Review by Rexorcist for Death - Human (1991)
The creators of death metal, the very band the genre is named after, weren't just a bunch of guys that did really good metal. They KEPT ON revolutionizing the genre. All this started when they released what was potentially the heaviest album ever made with their debut: Scream Bloody Gore. It ended when they made death metal an accessible genre with their sixth album, Symbolic. And in the middle of that was a strange progression from the ultra heavy sophomore, Leprosy, the more technical but still underwhelming Spiritual Healing, and the album that turned death metal into an intelligent genre where one had to actually think, you know, beyond making gory sentences out of long words and medical terms. They turned death metal into a metal genre for thinkers and intellectuals, one that was all about exploring the human condition, and that album was named: Human.
This is the second-to-last album to feature the traditional tone of Death albums before they raised the thrash influence on Symbolic. This also means it bridges the gap of general accessibility between the raw thrashing and the lighter and more melodic introspection. So suffice it to say, this is the most representative of the whole Death catalogue. Because this is the first to get really technical, the drummer hired from Cynic was allowed to get crazy with it and build a real beat-based album by just being himself. The intro of our first track, Flattening of Emotions, literally opens up with the drummer bridging a weird gap between tribal atmospheres and jazzy technicality.

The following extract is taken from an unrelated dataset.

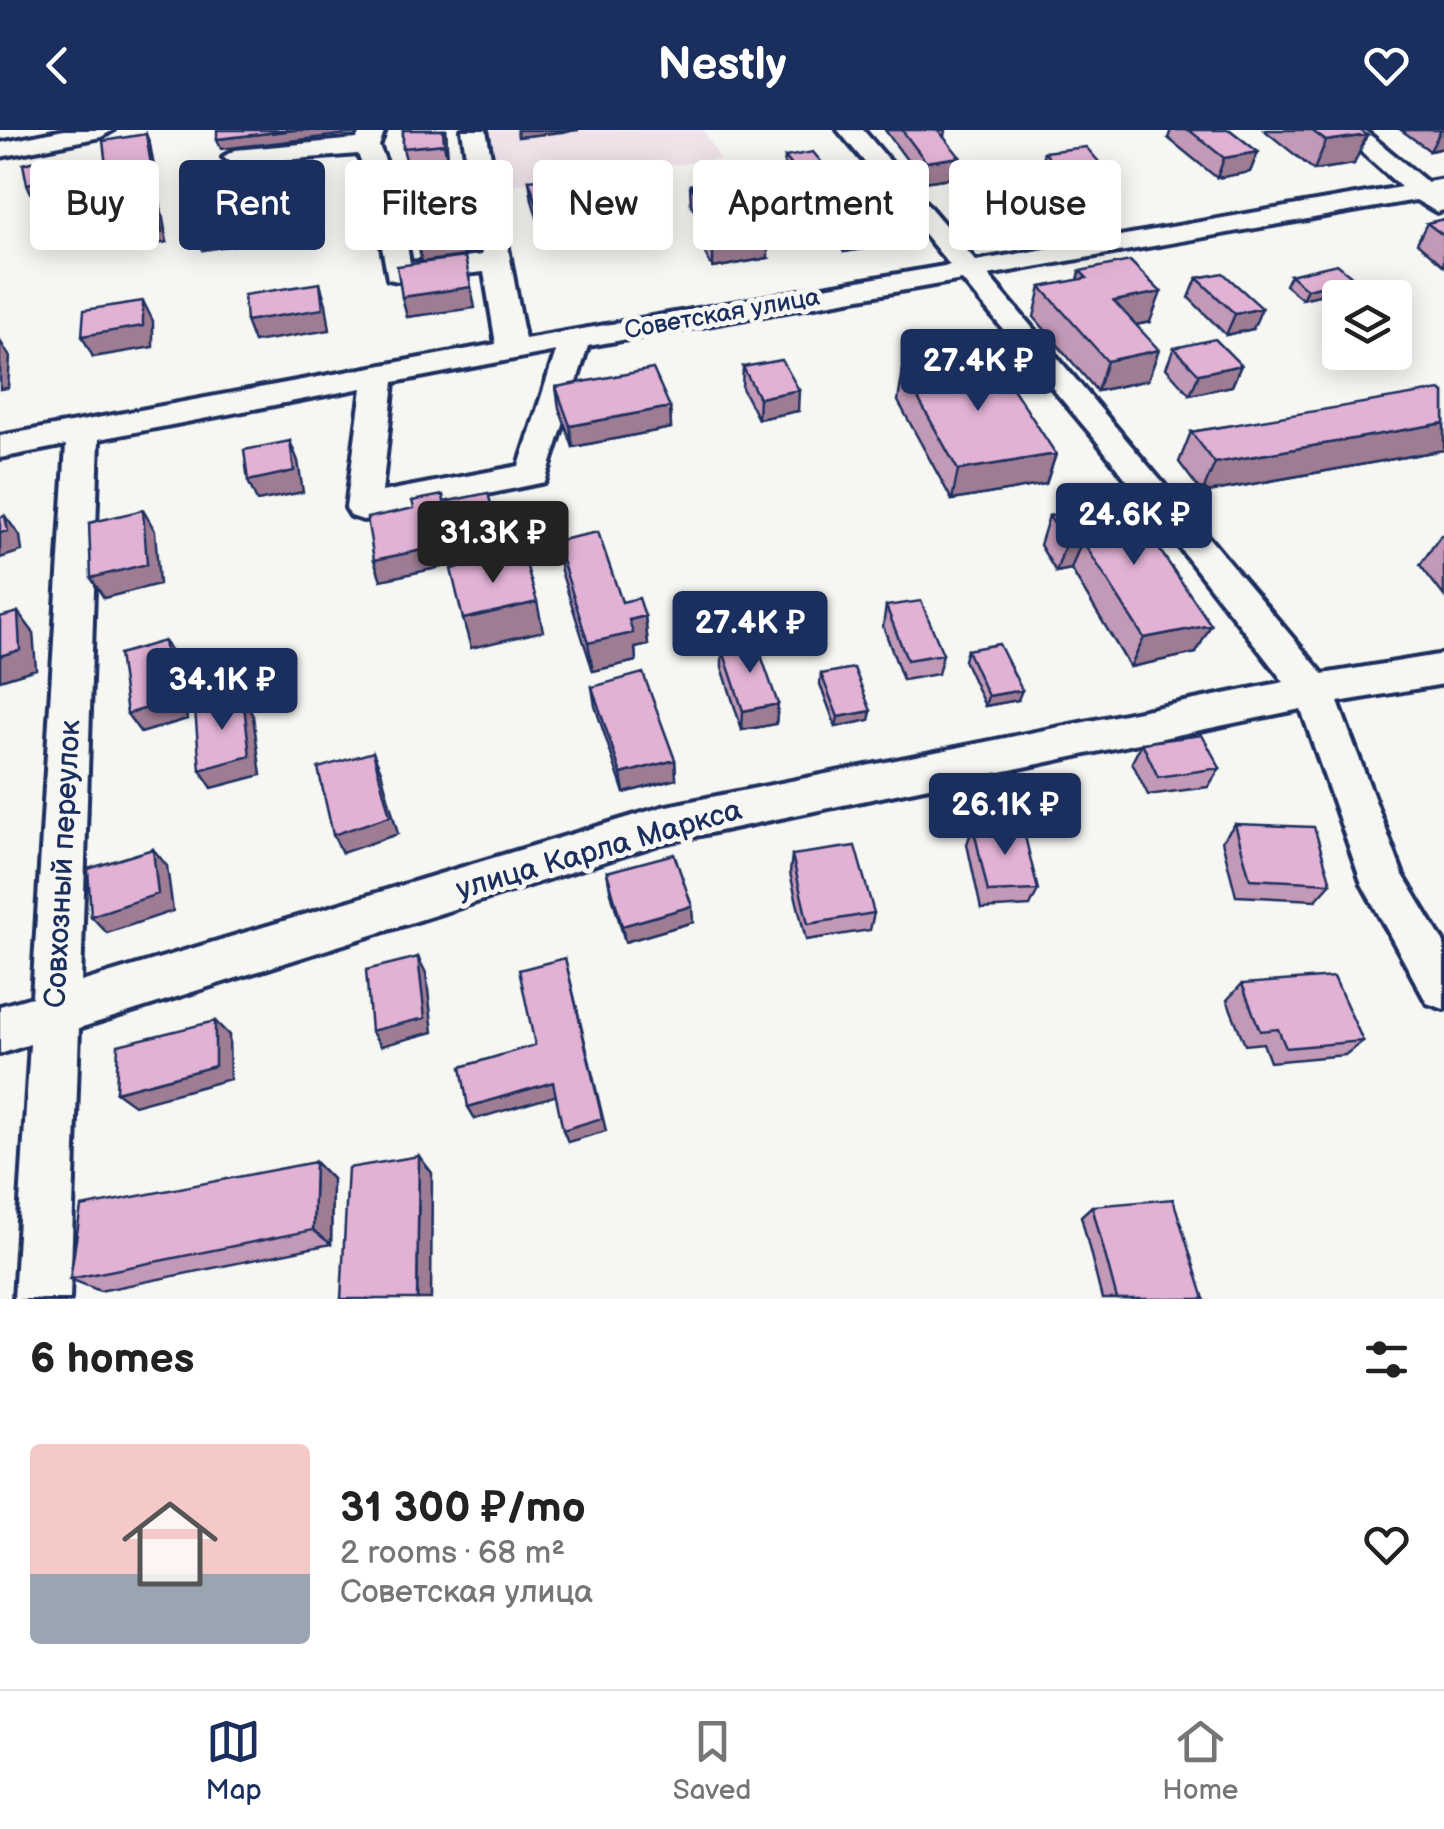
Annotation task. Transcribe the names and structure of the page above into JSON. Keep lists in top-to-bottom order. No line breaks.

This is a major factor for what makes Human one of those albums where tempo changes feel so fluent and natural, and the rest of the band is doing what they can to keep up with that technicality. This also has to do with the clean production and the flawless flow of the album, the latter of which leads me to call into question the typical criticism I have where an album's songs are a little difficult to truly differentiate from each other because of so few changes in style, save for the softer and more melodic instrumental, Cosmic Sea. I mean, how many blastbeat sections need to be at 200 BPM? This isn't a symphonic power metal album.
Human redefines death metal in a plethora of ways. It captures the roughest and nastiest sides of the band's music without relying on the goriness of previous albums, because there's a lot of room for intelligence and sophistication that they rarely wasted. This album is the definition of effort, as an overwhelming amount of it was put into the idea of composition. Death pulled a Wes Craven by focusing less on the rated-X sex, gore and yadda yadda, and focusing more on themes. In other words, Chuck grew the hell up. And while the recycling of the same base structural ideas does get on my nerves slightly, I'm still going to commend this as the standard sound for what a death metal album should be like.